§ **The task**
Narrow the data below down to the lines containing "worn".

Records for this task: Begin

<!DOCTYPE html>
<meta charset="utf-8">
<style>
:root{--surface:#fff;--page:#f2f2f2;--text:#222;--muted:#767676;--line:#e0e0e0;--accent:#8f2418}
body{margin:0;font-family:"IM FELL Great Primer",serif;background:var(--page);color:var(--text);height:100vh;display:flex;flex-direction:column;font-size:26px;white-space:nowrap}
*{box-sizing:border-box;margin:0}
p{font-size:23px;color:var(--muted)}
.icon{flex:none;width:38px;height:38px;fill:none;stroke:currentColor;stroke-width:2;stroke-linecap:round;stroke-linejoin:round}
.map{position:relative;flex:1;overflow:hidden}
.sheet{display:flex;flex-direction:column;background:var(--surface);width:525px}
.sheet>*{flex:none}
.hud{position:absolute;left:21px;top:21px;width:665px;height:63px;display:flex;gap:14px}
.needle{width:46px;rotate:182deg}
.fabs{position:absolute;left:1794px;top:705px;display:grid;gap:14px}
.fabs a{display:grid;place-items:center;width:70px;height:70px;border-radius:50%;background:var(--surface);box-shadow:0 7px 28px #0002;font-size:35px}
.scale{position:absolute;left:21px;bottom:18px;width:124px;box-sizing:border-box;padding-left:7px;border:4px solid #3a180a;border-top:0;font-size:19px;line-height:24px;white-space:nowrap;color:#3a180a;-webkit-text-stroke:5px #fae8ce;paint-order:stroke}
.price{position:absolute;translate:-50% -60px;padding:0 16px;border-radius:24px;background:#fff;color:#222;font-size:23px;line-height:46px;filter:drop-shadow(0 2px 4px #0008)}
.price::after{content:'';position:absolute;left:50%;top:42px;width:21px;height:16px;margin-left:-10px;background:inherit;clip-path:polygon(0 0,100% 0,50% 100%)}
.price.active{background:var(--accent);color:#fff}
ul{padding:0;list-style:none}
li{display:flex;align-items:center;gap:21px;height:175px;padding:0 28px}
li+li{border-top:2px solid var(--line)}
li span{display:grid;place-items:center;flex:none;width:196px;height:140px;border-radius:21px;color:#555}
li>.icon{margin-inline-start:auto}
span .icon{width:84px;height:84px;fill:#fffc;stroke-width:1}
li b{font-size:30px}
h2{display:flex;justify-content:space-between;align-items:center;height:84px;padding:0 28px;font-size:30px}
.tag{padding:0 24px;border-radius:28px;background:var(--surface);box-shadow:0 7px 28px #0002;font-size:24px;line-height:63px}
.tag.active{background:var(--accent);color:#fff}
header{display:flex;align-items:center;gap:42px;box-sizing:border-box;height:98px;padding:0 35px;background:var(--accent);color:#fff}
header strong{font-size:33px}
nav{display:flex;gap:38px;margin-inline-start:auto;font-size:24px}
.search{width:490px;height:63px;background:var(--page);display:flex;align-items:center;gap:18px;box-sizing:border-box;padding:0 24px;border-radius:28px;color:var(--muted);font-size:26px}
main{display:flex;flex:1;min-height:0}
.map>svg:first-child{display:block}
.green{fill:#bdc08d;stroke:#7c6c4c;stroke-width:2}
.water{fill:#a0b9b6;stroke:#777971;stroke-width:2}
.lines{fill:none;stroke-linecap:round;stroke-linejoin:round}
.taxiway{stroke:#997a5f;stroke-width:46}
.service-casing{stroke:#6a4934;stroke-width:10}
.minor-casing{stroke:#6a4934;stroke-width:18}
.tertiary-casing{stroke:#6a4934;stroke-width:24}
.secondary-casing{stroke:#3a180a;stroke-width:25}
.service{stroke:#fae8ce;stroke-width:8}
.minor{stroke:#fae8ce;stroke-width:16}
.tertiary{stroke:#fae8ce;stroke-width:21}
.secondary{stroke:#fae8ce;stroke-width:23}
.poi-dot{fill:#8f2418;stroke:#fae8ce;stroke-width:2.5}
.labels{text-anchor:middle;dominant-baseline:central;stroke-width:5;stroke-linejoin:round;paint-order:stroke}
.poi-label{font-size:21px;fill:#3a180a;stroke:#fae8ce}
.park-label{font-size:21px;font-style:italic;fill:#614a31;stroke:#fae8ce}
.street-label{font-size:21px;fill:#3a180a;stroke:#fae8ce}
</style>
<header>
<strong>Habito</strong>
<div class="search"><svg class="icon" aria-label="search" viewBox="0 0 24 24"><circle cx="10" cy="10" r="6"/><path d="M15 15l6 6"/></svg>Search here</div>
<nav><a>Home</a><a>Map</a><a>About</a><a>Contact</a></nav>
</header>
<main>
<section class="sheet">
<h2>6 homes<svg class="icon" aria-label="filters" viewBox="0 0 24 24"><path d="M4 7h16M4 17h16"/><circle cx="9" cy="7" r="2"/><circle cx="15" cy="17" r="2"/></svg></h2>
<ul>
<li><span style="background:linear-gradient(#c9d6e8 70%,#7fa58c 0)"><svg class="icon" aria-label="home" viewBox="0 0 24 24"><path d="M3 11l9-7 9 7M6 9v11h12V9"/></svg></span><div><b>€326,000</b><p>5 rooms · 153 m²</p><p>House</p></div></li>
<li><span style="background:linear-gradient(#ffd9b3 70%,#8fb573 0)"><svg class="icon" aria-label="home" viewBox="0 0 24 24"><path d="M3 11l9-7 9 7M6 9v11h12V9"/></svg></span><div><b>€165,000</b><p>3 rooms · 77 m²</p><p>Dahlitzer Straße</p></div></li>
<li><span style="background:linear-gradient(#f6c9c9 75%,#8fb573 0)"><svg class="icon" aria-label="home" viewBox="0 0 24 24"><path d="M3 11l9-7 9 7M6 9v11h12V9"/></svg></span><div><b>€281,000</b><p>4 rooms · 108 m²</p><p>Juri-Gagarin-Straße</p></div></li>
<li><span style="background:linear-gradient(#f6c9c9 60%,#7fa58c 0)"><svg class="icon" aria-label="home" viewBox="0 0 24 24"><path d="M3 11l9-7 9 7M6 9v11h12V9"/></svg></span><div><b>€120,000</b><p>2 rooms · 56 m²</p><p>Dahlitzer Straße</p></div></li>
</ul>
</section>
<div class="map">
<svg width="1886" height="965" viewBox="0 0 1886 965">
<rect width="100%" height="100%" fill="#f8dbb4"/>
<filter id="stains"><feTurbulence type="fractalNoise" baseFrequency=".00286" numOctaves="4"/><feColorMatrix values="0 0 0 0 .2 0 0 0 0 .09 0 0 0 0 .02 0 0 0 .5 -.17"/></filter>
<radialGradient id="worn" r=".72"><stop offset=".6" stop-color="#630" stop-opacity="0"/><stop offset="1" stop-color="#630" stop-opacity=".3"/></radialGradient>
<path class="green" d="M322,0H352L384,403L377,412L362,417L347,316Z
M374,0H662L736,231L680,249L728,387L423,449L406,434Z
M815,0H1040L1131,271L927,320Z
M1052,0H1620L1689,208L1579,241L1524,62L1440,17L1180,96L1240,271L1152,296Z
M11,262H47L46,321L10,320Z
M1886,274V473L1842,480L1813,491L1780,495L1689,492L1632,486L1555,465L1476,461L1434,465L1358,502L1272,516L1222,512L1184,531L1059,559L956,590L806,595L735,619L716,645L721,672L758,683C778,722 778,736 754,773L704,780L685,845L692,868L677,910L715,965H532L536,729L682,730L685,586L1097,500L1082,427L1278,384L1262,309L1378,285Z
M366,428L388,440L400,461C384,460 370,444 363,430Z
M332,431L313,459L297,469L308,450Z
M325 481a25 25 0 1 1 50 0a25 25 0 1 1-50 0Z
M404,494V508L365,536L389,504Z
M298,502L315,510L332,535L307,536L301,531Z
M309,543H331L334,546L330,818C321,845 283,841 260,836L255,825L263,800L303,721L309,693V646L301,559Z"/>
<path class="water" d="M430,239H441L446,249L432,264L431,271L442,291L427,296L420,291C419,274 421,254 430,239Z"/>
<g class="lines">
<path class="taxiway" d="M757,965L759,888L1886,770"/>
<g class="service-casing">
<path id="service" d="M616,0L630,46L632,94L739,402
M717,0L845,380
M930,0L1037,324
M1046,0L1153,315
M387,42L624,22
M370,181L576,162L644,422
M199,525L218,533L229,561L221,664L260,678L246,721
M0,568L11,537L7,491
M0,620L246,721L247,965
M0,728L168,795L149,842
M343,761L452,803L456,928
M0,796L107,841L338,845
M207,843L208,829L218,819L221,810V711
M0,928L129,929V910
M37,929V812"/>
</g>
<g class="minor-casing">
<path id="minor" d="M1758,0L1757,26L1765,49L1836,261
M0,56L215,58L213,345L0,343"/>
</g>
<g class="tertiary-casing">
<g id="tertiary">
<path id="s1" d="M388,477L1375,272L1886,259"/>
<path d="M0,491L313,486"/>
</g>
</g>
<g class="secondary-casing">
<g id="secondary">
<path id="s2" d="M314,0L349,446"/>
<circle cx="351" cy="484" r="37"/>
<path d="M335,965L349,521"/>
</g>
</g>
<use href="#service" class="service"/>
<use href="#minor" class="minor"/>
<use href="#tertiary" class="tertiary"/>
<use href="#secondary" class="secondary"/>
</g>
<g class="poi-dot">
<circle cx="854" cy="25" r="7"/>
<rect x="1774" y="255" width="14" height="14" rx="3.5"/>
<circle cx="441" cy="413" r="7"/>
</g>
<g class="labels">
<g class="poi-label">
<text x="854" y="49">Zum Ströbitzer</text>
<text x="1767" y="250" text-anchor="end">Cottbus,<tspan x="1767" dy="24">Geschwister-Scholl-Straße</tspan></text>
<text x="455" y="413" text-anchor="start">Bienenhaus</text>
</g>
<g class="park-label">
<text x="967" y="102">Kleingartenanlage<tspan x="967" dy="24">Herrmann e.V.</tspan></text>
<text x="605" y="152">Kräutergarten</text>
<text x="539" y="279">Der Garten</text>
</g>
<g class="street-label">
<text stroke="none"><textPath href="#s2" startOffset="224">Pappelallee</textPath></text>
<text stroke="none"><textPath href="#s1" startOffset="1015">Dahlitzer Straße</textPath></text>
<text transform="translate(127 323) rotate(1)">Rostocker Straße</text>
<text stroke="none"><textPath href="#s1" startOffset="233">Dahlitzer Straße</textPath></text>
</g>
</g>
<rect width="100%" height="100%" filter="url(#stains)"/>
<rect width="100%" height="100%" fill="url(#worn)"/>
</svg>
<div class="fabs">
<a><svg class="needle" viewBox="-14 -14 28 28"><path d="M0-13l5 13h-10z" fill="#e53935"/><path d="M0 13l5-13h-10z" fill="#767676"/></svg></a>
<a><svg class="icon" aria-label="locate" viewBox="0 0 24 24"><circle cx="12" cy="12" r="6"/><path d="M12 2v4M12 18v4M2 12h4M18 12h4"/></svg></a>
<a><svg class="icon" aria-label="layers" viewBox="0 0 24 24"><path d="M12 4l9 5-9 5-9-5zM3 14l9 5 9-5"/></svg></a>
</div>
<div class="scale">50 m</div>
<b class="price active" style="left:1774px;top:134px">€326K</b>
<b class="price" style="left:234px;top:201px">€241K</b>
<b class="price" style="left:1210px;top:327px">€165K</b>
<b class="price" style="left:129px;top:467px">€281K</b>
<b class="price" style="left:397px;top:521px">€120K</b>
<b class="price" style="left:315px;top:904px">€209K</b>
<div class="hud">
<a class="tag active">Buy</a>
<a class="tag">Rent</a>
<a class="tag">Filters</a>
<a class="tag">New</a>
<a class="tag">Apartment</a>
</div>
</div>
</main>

Records for this task: End

§ **Your solution**
<radialGradient id="worn" r=".72"><stop offset=".6" stop-color="#630" stop-opacity="0"/><stop offset="1" stop-color="#630" stop-opacity=".3"/></radialGradient>
<rect width="100%" height="100%" fill="url(#worn)"/>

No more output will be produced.